For Hispanics, disparities are most evident when it comes to cancer, cardiovascular disease, and diabetes. Cancer is the second leading cause of death for Hispanics in the U.S., accounting for 17% of deaths [5]. While overall cancer incidence and mortality are lower than in NHWs, Hispanics are more likely to die from specific cancers such as liver and stomach cancer [5–7]. Diagnosis at advanced stages is also more common, as 42% of Hispanic patients are diagnosed at localized stages compared with 46% of NHWs. Contributing factors include high uninsurance rates (28% vs. 8% in NHWs), language barriers, structural racism, and poverty, all of which are likely to reduce access to timely screenings and treatments [5,6]. Even so, Hispanics demonstrate equal or superior health outcomes for certain types of cancer. This is the case for hepatocellular carcinoma, where Hispanics show equal or better outcomes despite higher incidence and later diagnoses, known as the “Hispanic paradox” [8,9]. However, the survival advantage is not consistent across all liver diseases, as no clear survival benefit is seen for Hispanics with cholestatic cirrhosis or certain subtypes of hepatocellular carcinoma [10].

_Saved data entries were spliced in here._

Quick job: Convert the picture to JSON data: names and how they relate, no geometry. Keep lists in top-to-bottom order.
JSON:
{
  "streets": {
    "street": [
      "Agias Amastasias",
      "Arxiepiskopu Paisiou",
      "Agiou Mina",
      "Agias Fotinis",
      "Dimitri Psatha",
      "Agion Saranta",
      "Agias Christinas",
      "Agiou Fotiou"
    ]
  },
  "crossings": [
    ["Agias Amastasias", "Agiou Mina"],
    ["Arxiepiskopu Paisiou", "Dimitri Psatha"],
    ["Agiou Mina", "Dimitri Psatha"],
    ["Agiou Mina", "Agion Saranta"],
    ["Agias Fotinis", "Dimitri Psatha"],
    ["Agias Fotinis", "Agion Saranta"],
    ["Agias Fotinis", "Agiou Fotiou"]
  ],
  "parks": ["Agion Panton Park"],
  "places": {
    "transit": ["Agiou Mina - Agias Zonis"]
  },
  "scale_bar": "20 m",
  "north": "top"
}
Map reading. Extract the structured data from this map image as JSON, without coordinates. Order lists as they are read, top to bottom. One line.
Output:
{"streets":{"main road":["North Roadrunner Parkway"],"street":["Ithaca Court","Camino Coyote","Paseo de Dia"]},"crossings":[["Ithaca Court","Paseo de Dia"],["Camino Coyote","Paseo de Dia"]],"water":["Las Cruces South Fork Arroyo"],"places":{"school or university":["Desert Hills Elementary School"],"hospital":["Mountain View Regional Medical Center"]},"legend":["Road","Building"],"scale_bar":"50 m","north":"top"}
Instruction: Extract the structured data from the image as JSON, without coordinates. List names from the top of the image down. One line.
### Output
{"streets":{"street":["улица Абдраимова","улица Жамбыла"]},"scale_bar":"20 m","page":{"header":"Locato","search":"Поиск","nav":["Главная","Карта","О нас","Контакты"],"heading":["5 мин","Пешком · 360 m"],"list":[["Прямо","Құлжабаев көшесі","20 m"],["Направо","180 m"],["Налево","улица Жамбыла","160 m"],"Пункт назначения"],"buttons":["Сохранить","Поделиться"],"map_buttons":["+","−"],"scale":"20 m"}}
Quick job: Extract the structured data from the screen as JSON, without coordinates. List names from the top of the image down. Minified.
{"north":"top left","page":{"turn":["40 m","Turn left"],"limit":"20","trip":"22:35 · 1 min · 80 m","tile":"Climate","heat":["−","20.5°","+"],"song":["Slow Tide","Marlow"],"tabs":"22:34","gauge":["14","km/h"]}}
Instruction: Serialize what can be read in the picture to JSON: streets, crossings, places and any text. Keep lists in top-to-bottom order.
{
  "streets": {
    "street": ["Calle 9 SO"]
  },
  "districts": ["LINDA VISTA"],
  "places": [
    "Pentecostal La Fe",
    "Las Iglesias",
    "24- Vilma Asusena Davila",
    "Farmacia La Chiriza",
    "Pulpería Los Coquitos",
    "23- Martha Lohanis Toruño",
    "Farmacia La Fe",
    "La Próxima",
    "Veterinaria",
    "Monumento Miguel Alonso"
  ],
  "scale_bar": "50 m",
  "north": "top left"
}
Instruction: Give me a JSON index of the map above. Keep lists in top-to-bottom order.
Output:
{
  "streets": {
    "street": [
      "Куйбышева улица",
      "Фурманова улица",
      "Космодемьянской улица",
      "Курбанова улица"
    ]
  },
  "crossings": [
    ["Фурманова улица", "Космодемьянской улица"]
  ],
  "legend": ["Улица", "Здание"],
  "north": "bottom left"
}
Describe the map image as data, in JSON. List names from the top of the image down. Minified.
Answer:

Cardiovascular disease follows a similar story. In comparison with NHW and Black individuals, Hispanics usually exhibit a higher burden of cardiometabolic risk factors, including obesity, hypertension, diabetes, and hyperlipidemia across subgroups like Mexican, Cuban, and Puerto Rican populations. These disparities are likely driven by socioeconomic inequities, reduced access to preventive care, food insecurity, and lower physical activity levels [11,12]. Socioeconomic deprivation, especially low income-to-poverty ratios, strongly correlates with elevated rates of myocardial infarction, stroke, and heart failure in older Hispanic adults with diabetes [13,14]. Despite the higher prevalence of risk factors, Hispanic adults have lower rates of cardiovascular disease and total mortality compared with NHWs [15–17]. However, this advantage may be diminishing. Since 2011, stroke mortality has increased among Hispanic adults, and heart failure deaths are rising more quickly among younger Hispanics [17,18].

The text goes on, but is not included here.